Thursday, June 26, 2008
The best thing about the hubby catching a striped bass is free food. You saw the size of that fish, right? If not scroll down. It’s huge – and much too big for one dinner. The same night I fileted the fish, I saved enough for dinner the following night and then I cut up the rest into serving size pieces and wrapped each individually with Saran wrap and then put them in a freezer bag and tucked them in the freezer.
Meal number two was a Mediterranean style fish stew that was totally yummy and the best part is we still have more fish in the freezer. I’m so taken with this idea of free (and scrumptious) food that I pretty much pester Steve daily about when he’s going back out fishing. He’s hoping for Sunday because the tides will be perfect at sunset once again.
I’m also pushing to get a shellfish license so we can go clamming. We tried this once with no success (aside from razor clams, which are actually very sweet and tender and make a nice chowder), but I’m ever hopeful we can figure this out and hit the payload of real clams if we ever find the time to go digging on the beach.
Steve has also added a new kitchen tool to our collection. He helped out at our church yard sale last week and came home with this:
“Isn’t it cool?” He fingered the blade like the cackling witch who left bobby pins flying in one of my favorite Bugs Bunny episodes.
“Feel it. It’s really sharp," he said.
I gingerly ran my finger over the blade and it was indeed sharp – alarmingly so. It looked more like an instrument of murder than a useful item for our kitchen. “So, what would we do with that?" I asked.

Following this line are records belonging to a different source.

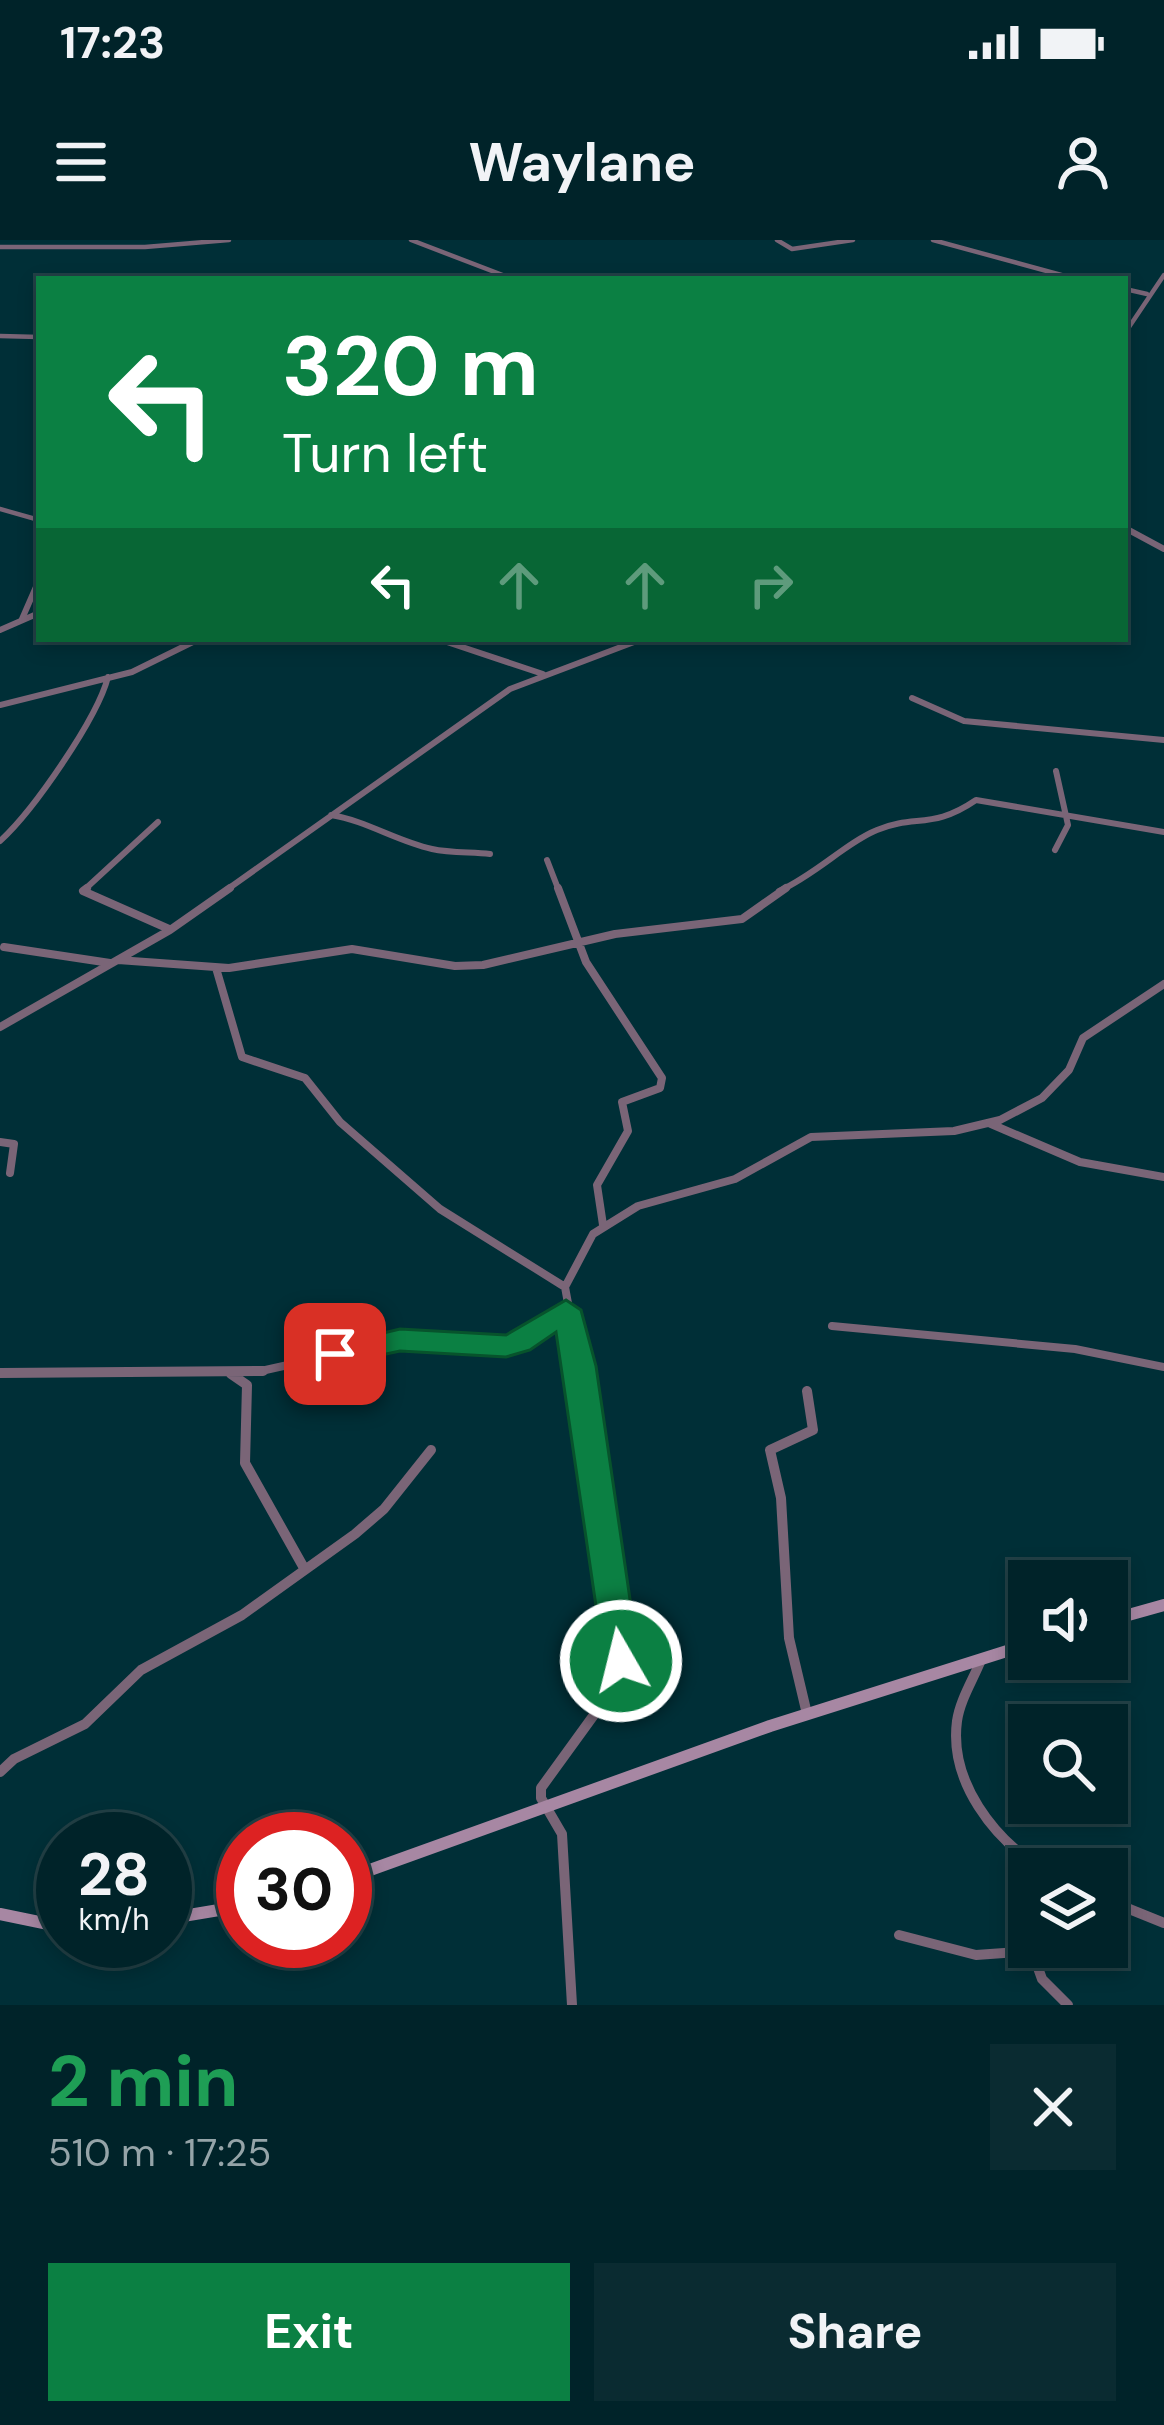 <!DOCTYPE html>
<meta charset="utf-8">
<style>
body{margin:0;font-family:"DM Sans",sans-serif;background:#0a2b31;color:#f1f3f6;height:100vh;display:flex;flex-direction:column;font-size:45px;white-space:nowrap}
*{box-sizing:border-box;margin:0}
p{font-size:39px;color:#95a4a8}
.icon{flex:none;width:66px;height:66px;fill:none;stroke:currentColor;stroke-width:2;stroke-linecap:round;stroke-linejoin:round}
.map{position:relative;height:1765px;overflow:hidden}
.details{display:flex;flex-direction:column;background:#002329;flex:1}
.details>*{flex:none}
.hud{position:absolute;left:36px;top:36px;width:1092px;height:366px;border-radius:0px;box-shadow:0 6px 18px #0003,0 0 0 3px #224046;background:#0b8043;color:#fff;overflow:hidden}
.buttons{position:absolute;left:1008px;top:1320px;display:grid;gap:24px}
.buttons a{display:grid;place-items:center;width:120px;height:120px;border-radius:0px;background:#002329;box-shadow:0 6px 18px #0003,0 0 0 3px #224046;font-size:60px}
.speed{position:absolute;left:36px;top:1572px;display:flex;gap:24px;font-size:60px;font-weight:700;text-align:center}
.speed>*{display:grid;place-content:center;width:156px;height:156px;border-radius:50%;background:#002329;box-shadow:0 6px 18px #0003,0 0 0 3px #224046;line-height:1}
.speed small{font-size:30px;font-weight:400}
.speed .limit{border:18px solid #d22;background:#fff;color:#111}
.pin{position:absolute;display:grid;place-items:center;width:102px;height:102px;color:#fff;margin:-51px;border-radius:24px;box-shadow:0 6px 18px #0006}
.me{position:absolute;width:132px;margin:-66px;rotate:352deg;stroke-linejoin:round;filter:drop-shadow(0 0 9px #0008)}
.turn{display:flex;align-items:center;gap:42px;height:252px;padding:0 48px;font-size:54px}
.turn .icon{width:156px;height:156px;stroke-width:2.5}
.turn b{display:block;font-size:84px;line-height:102px}
.lanes{display:flex;align-items:center;height:114px;padding:0 48px;background:#0003;justify-content:center;gap:60px;direction:ltr}
.lanes .off{opacity:.35}
.round{display:grid;place-items:center;flex:none;width:126px;height:126px;border-radius:0px;background:#0a2b31}
.head{display:flex;align-items:center;justify-content:space-between;height:204px;padding:0 48px}
h1{font-size:72px;font-weight:700;line-height:90px;color:#1e9e55}
.action{display:flex;gap:24px;margin-top:auto;padding:24px 48px}
.action a{flex:1;height:138px;border-radius:0px;background:#0b8043;color:#fff;font-size:48px;font-weight:700;line-height:138px;text-align:center}
.action a+a{background:#0a2b31;color:#f1f3f6}
.status{display:flex;justify-content:space-between;align-items:center;height:84px;padding:0 60px;background:#002329;direction:ltr}
.status svg{height:33px;fill:currentColor}
header{display:flex;justify-content:space-between;align-items:center;height:156px;padding:0 48px;background:#002329;font-size:54px;font-weight:700}
.map>svg:first-child{display:block}
.lines{fill:none;stroke-linecap:round;stroke-linejoin:round}
.minor-far3{stroke:#7a6577;stroke-width:4.5}
.minor-far2{stroke:#7a6577;stroke-width:6}
.minor-far1{stroke:#7a6577;stroke-width:8}
.minor{stroke:#7a6577;stroke-width:10}
.secondary{stroke:#a787a3;stroke-width:12}
.route{fill:#0b8043;stroke:#07532c;stroke-width:3}
</style>
<div class="status"><b>17:23</b><svg viewBox="0 0 49 12"><path d="M0 12V9h3v3zM5 12V6h3v6zM10 12V3h3v9zM15 12V0h3v12zM26 1h20v11H26zM47 4h2v5h-2z"/></svg></div>
<header><svg class="icon" aria-label="menu" viewBox="0 0 24 24"><path d="M4 6h16M4 12h16M4 18h16"/></svg>Waylane<svg class="icon" aria-label="person" viewBox="0 0 24 24"><circle cx="12" cy="8" r="4"/><path d="M4 21q1-7 8-7t8 7"/></svg></header>
<div class="map">
<svg width="1164" height="1765" viewBox="0 0 1164 1765">
<rect width="100%" height="100%" fill="#002f37"/>
<g class="lines">
<path class="minor-far3" d="M 411,0 L 513,39
M 777,0 L 792,9 L 853,0
M 933,0 L 1076,39
M 0,7 L 145,7 L 229,0
M 1125,49 L 1147,54
M 1125,93 L 1164,35
M 0,96 L 39,97
M 0,269 L 39,280"/>
<path class="minor-far2" d="M 1125,288 L 1164,309
M 22,379 L 39,340
M 0,390 L 39,373
M 438,399 L 543,434
M 912,458 L 964,481 L 1164,500
M 0,465 L 132,432 L 199,399
M 331,575 C 367,581 396,601 432,609 C 450,613 471,612 490,614
M 0,601 C 33,571 97,479 108,437
M 1055,610 L 1068,585 L 1056,531
M 547,620 L 559,651
M 83,651 L 158,582
M 225,651 L 510,449 L 642,399
M 779,651 C 815,635 847,602 877,590 C 916,574 932,590 976,560 L 1164,592"/>
<path class="minor-far1" d="M 87,648 L 83,651 L 169,689
M 558,648 L 586,722 L 662,838 L 660,848 L 622,862 L 628,891 L 597,945 L 603,985
M 4,707 L 110,723
M 118,720 L 229,728 L 352,709 L 455,726 L 483,725 L 615,694 L 742,679 L 786,648
M 216,728 L 242,817 L 305,838 L 340,882 L 440,969 L 565,1047
M 0,787 L 170,690 L 230,648
M 991,884 L 1080,922 L 1164,937
M 0,902 L 14,904 L 10,933
M 832,1086 L 1075,1109 L 1164,1127
M 0,1133 L 261,1131 L 400,1100 L 506,1106 L 566,1070
M 581,1134 L 565,1047 L 593,994 L 638,966 L 735,939 L 811,897 L 954,891 L 1000,880 L 1042,858 L 1069,830 L 1083,798 L 1164,744"/>
<path class="minor" d="M 0,1133 L 263,1131
M 231,1134 L 247,1145 L 245,1223 L 304,1328
M 807,1151 L 813,1190 L 770,1210 L 781,1258 L 789,1398 L 807,1474
M 981,1420 C 973,1440 960,1460 957,1481 C 949,1542 994,1599 1042,1629
M 0,1532 L 14,1519 L 85,1484 L 141,1430 L 242,1375 L 355,1294 L 384,1269 L 431,1210
M 1107,1660 L 1164,1683
M 899,1695 L 976,1715 L 1031,1711
M 1031,1708 L 1042,1739 L 1068,1765
M 572,1765 L 562,1594 L 541,1558 L 541,1548 L 620,1439 L 580,1131"/>
<path class="secondary" d="M 1107,1381 L 1164,1365
M 345,1639 L 770,1486 L 1029,1404
M 0,1674 L 63,1687
M 165,1679 L 243,1666"/>
</g>
<path class="route" d="M 566,1060 L 581,1070 L 596,1126 L 639,1421 L 634,1431 L 621,1436 L 609,1431 L 604,1421 L 556,1092 L 530,1110 L 506,1117 L 400,1111 L 335,1125 L 324,1122 L 319,1114 L 324,1107 L 400,1089 L 506,1095 Z"/>
</svg>
<div class="buttons">
<a><svg class="icon" aria-label="sound" viewBox="0 0 24 24"><path d="M4 9h4l5-4v14l-5-4H4zM17 9q2 3 0 6"/></svg></a>
<a><svg class="icon" aria-label="search" viewBox="0 0 24 24"><circle cx="10" cy="10" r="6"/><path d="M15 15l6 6"/></svg></a>
<a><svg class="icon" aria-label="layers" viewBox="0 0 24 24"><path d="M12 4l9 5-9 5-9-5zM3 14l9 5 9-5"/></svg></a>
</div>
<div class="speed"><div>28<small>km/h</small></div><div class="limit">30</div></div>
<div class="pin" style="left:335px;top:1114px;background:#d93025"><svg class="icon" aria-label="arrive" viewBox="0 0 24 24"><path d="M6 21V4h12l-3 4 3 4H6"/></svg></div>
<svg class="me" style="left:621px;top:1421px" viewBox="-20 -20 40 40"><circle r="17" fill="#0b8043" stroke="#fff" stroke-width="3"/><path d="M0-11L8 9 0 5-8 9z" fill="#fff"/></svg>
<div class="hud">
<div class="turn"><svg class="icon" aria-label="left" viewBox="0 0 24 24"><path d="M17 20v-9H6M10 6l-5 5 5 5"/></svg><div><b>320 m</b>Turn left</div></div>
<div class="lanes"><svg class="icon" aria-label="left" viewBox="0 0 24 24"><path d="M17 20v-9H6M10 6l-5 5 5 5"/></svg><svg class="icon off" aria-label="ahead" viewBox="0 0 24 24"><path d="M12 20V5M6 11l6-6 6 6"/></svg><svg class="icon off" aria-label="ahead" viewBox="0 0 24 24"><path d="M12 20V5M6 11l6-6 6 6"/></svg><svg class="icon off" aria-label="right" viewBox="0 0 24 24"><path d="M7 20v-9h11M14 6l5 5-5 5"/></svg></div>
</div>
</div>
<section class="details">
<div class="head"><div><h1>2 min</h1><p>510 m · 17:25</p></div><a class="round"><svg class="icon" aria-label="close" viewBox="0 0 24 24"><path d="M6 6l12 12M18 6L6 18"/></svg></a></div>
<div class="action"><a>Exit</a><a>Share</a></div>
</section>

“We could use it to chop the heads off fish. Or cut up a sheep,” he said.
Cut up a sheep? Like we are ever going to do that in our lifetime? (I might have laughed.)
“Or we could just hang it on the wall. It looks like an antique.”
Much better, except we haven’t actually hung it up, so it remains an ominous presence on our counter. Of course our 12-year old son, Tommy, was immediately attracted to the cleaver. I’m pretty sure that boy has never even noticed we own a coffee maker or a can opener, but the cleaver – oh yeah. He was right on it and held it up in a menacing way.
“Can I have this for my room?” he asked, fingering the blade. (Is this genetic, or just guys???)
My response: “Put that down! Right now!”
“But it would look so cool hanging on my wall.” He then rummaged through the junk drawer and found a much, much smaller cleaver. (Apparently he does know his way around the lesser used, more eclectic kitchen implements.) “Can I have this one?”
Uh, no. Around this time our 15-year old daughter, Julie, came into the kitchen and picked up the offending cleaver. She and Tommy proceeded to clash "swords" with the big and small cleavers.
If you look close at the smaller cleaver, those shiny spots are from the battle of siblings in the kitchen. Mystery solved: it’s genetic – and not from me…
Mediterranean Style Striped Bass
4 serving size filets of striped bass
1 tablespoon olive oil
1 large onion, cut in half and sliced on the bias
1 fennel bulb, frond and root cut off, then slice the bulb
25 grape tomatoes
25 calamata olives, pitted
1/4 cup vegetable or fish stock
1 teaspoon fresh basil, chopped
1 teaspoon fresh oregano, chopped
Salt and pepper to taste
Heat olive oil in heavy pan with metal or oven proof handle. Add onion and fennel and sauté until just slightly soft. Nestle fish filets into the pan and add olives, grape tomatoes, stock, basil, oregano, salt and pepper. Heat until liquid begins to boil and then put in oven preheated to 350 degrees. Bake for 15 to 20 minutes or until fish is flaky. Divide ingredients into four wide soup bowls and pour broth over each. Serve with crusty bread to dip in broth.